First: talents. When the Savior told the parable of the talents, he explained that each person was given talents according to their own capacity. Isn't that interesting? He gives us talents according to what He knows we can do. For example, He gave my friend Susan this running talent, and she has multiplied it. She runs marathons on a regular basis, thinks nothing of a seventeen mile "jog" in the morning, and she's fast...especially compared to this slowpoke. Susan could have been different, though. What if she had decided not to develop that talent? What if she had buried it instead? It isn't just that she can run. It's the way it has impacted her life and the lives of others. She's really healthy, for example. And she has found ways to help others be healthy. She shares her menus and ideas with friend and family.
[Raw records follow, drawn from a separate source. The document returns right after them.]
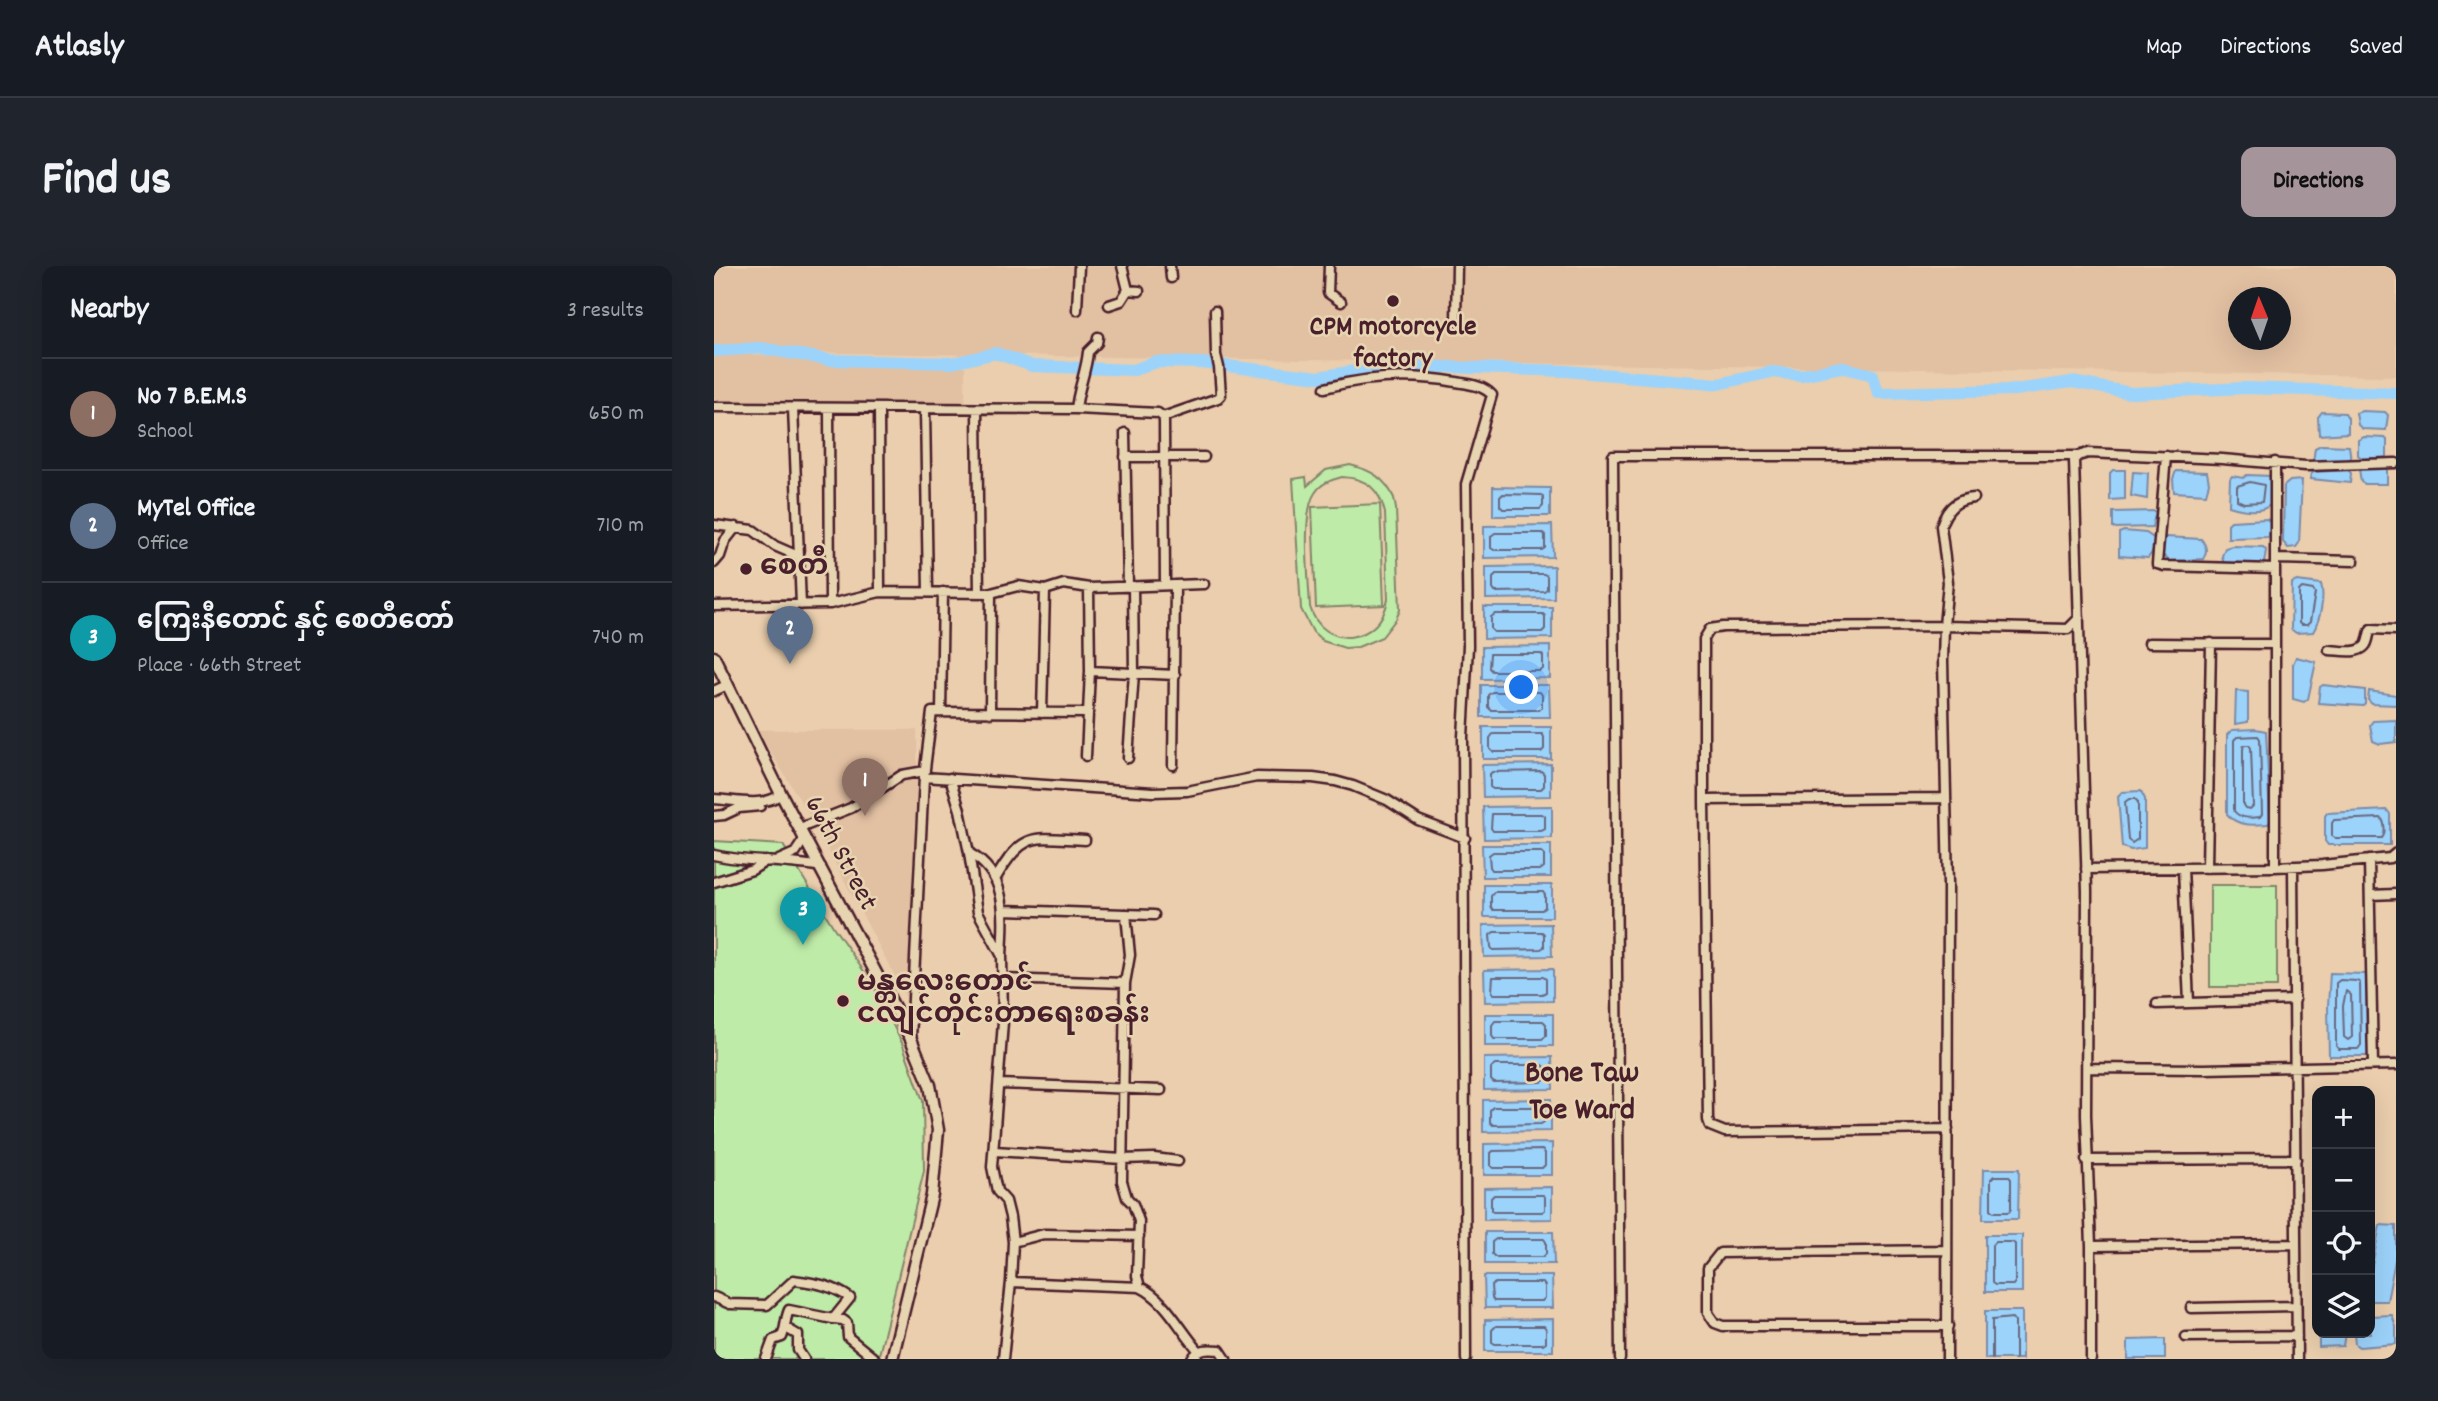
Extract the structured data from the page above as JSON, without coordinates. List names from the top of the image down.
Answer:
{
  "streets": {
    "street": ["66th Street"]
  },
  "districts": ["Bone Taw Toe Ward"],
  "places": ["CPM motorcycle factory", "စေတီ", "မန္တလေးတောင် ငလျင်တိုင်းတာရေးစခန်း"],
  "north": "top",
  "page": {
    "header": "Atlasly",
    "nav": ["Map", "Directions", "Saved"],
    "title": "Find us",
    "buttons": "Directions",
    "heading": ["Nearby", "3 results"],
    "list": [
      {
        "mark": "1",
        "name": "No 7 B.E.M.S",
        "note": "School",
        "value": "650 m"
      },
      {
        "mark": "2",
        "name": "MyTel Office",
        "note": "Office",
        "value": "710 m"
      },
      {
        "mark": "3",
        "name": "ကြေးနီတောင် နှင့် စေတီတော်",
        "note": "Place · 66th Street",
        "value": "740 m"
      }
    ],
    "pins": ["2", "1", "3"],
    "map_buttons": ["+", "−"]
  }
}
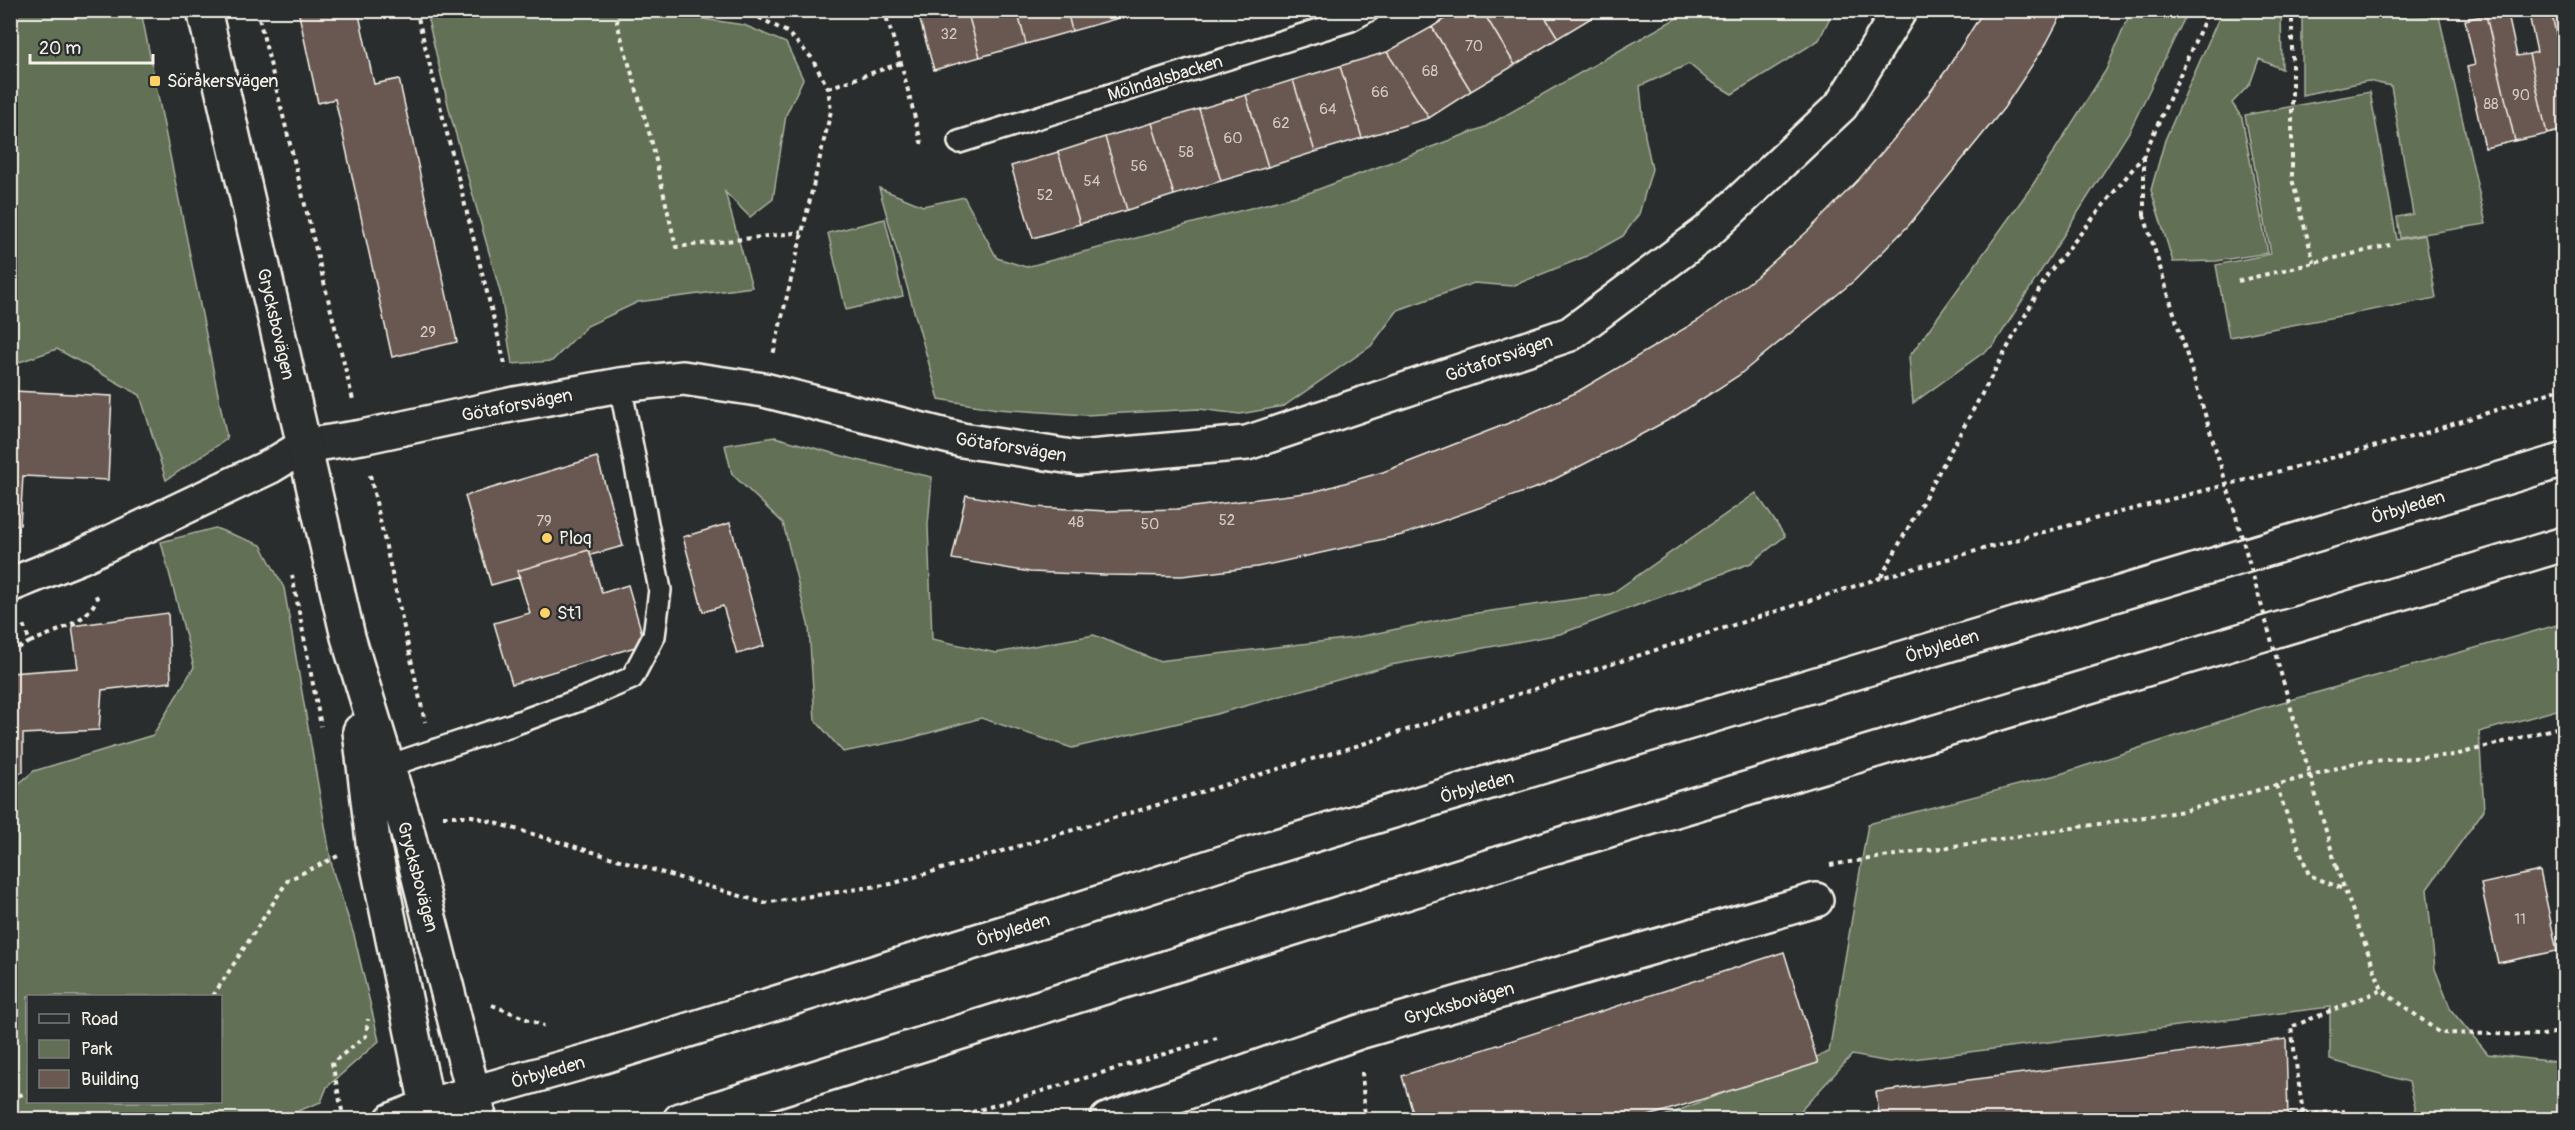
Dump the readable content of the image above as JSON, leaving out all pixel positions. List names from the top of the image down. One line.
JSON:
{"streets":{"street":["Grycksbovägen","Götaforsvägen","Örbyleden"],"lane":["Mölndalsbacken"]},"crossings":[["Grycksbovägen","Götaforsvägen"],["Grycksbovägen","Örbyleden"]],"places":{"transit":["Söråkersvägen"],"other":["Ploq","St1"]},"house_numbers":["32","70","68","66","90","88","64","62","60","58","56","54","52","29","52","79","48","50","11"],"legend":["Road","Park","Building"],"scale_bar":"20 m"}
She's taken one good thing and multiplied it.
When I look at my life, I know I've been given talents, too. And I've multiplied them. But lately I sort of feel like I'm the one burying my talent because I, like the man in the parable, am afraid. But again, the Lord gives us according to our capacity. So whatever talents and skills He has bestowed upon me, they are the talents and gifts that will help me to prosper and grow most because I was given according to my personal ability to develop them. And to think that those talents can not be just one thing but that they can spill over and become many things! Well that is just a beautiful blessing.
Second: obedience. Two stories from the scriptures. First, the stripling warriors keep coming to mind. They obeyed with exactness every command. And they were spared. Sometimes I think I ignore little things. Maybe I'm not careful about what I choose to watch on t.v., or I think it isn't a big deal to gossip. But after hearing that lesson and discussing it last night with Dawn, I realized something. My obedience matters in my life. It matters because it determines the capacity to which I feel the Spirit. It determines the amount of promptings I get from the Holy Ghost. It matters because it helps me draw closer to God or pushes me further away from Him. And obeying Him because I love Him is even more important.
Sometimes I feel like I'm that child who won't listen to his or her parents, even though the parents are trying to look out for the child's best interests. And if only I would listen and obey, the answers and understanding will come.
The second story is of Christ's temptation after fasting for forty days. What strikes me as significant is that the temptation didn't come when He was beginning the fast or even somewhere in the middle. It came at the end. It came when He was at his most vulnerable. And yet He was able to obey. That would have been really hard. We often think of Christ's atonement in the Garden of Gethsemane when we think of His suffering. Or His suffering on the cross or His road to Golgotha. And rightly so. But we forget that He lived as we live. And He suffered the same temptations we do. They, too, came for Him at His weakest moments. That is why He knows what it is like to be tempted as we are. And it inspires me to want to do better, to be more obedient. Because if Christ could be that obedient to God in His weakest of moments, so can I. I can because He strengthens me.
I've read that scripture over and over..."I can do all things through Christ who strengthens me." But I've never given thought as to why. And that is why. I can do it because He set the example, and His example lifts me. I am grateful to Him for all He does in my life. I can be obedient. I can overcome a difficult time. I can live a happy, good life.
So that was my Sunday...how was yours?